Your task is to classify these images by finding gender, ethnicity and age of the people. In other words, your model should take one input (image) and produce multiple outputs (age, gender and ethnicity). Furthermore, for your model training, you have been given ‘train.csv’ which provides you with age, ethnicity and gender data for each image you have:

where 1=male and 0=female in gender column. As for ethnicity, there are four groups: 1=European, 2=African, 3=Asian and 4=Other. You should merge these two datasets, train_image.parquet and train.csv, and conduct CNN analysis.
CNN analysis
Importing libraries
# General libraries
import pandas as pd #For working with dataframes
import numpy as np #For working with image arrays
import cv2 #For transforming image
import matplotlib.pyplot as plt #For representation#For model building
import torch
from torch import nn, optim
import torchvision
from torchvision import transforms, datasets, models, utils
from torch.utils.data import Dataset, DataLoader
from PIL import Image
from sklearn.model_selection import train_test_split
from torch.nn import functional as F
from skimage import io, transform
from torch.optim import lr_scheduler
from skimage.transform import AffineTransform, warp
torch library is the main library for the PyTorch analysis.
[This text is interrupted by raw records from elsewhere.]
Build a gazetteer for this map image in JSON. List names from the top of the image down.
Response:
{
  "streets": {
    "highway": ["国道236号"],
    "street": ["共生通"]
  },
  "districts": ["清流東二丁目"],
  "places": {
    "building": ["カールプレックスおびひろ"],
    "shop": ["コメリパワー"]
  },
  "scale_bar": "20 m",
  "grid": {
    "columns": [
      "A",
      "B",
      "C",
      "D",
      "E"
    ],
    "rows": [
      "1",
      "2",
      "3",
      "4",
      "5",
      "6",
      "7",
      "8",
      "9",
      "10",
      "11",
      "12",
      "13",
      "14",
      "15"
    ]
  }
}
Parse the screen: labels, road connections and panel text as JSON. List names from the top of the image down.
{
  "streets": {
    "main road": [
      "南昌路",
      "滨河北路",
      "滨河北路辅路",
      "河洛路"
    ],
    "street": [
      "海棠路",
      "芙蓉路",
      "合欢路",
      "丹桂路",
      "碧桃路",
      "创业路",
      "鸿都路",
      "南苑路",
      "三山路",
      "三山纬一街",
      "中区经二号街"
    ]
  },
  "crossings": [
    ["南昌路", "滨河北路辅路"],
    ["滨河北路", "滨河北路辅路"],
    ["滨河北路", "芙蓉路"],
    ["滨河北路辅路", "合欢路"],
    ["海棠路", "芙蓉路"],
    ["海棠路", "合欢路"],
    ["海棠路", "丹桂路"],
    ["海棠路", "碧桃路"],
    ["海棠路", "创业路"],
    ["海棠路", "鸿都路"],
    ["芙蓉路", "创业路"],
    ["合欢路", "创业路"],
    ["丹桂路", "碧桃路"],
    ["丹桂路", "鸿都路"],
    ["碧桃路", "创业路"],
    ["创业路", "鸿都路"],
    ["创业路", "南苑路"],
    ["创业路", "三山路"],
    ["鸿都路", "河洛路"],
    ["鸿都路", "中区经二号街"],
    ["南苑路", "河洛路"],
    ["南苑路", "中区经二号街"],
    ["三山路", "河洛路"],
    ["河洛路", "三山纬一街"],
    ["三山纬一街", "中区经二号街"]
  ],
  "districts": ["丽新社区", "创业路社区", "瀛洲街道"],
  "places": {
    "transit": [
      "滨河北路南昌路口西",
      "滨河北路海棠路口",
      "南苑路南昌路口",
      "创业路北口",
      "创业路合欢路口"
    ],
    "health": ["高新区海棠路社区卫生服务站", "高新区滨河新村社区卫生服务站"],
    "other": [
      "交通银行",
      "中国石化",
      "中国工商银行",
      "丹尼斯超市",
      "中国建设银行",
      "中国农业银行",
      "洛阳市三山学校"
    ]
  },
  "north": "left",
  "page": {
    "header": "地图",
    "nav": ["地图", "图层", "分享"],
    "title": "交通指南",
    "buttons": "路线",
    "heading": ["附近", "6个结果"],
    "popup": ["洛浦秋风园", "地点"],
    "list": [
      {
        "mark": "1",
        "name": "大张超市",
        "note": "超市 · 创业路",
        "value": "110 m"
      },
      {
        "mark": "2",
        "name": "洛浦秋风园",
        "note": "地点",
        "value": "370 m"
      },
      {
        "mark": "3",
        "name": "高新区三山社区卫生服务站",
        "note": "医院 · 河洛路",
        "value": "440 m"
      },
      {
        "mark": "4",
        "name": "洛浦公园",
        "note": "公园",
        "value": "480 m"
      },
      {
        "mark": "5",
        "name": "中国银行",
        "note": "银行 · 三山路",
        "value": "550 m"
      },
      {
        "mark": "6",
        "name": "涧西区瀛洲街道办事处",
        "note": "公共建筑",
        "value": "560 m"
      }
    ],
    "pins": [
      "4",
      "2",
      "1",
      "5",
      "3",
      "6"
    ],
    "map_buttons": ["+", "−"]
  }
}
With the help of “nn”, we can build custom models and “optim” enables us to use Gradient Descent functions like Adam and SGD. With regards to the remaining libraries such as torchvision, PIL and skimage, we will use them for data transformations and building data loading pipelines.
Loading data using Dataset and DataLoader
torch.utils.data.Dataset and torch.utils.data.DataLoader enables you to import, transform your data and send this data to your model. In other words, you can build an excellent data pipeline with these two classes.
First, we start with creating Dataset class:
class MyData(Dataset):
def __init__(self, train=True, transform=None):
#Loading train.csv
train_df=pd.read_csv('train.csv')
#Loading image data and merging with train.csv
df=pd.merge(pd.read_parquet('image_train_data.parquet'),\
train_df, on='image_id').drop(['image_id'], axis=1)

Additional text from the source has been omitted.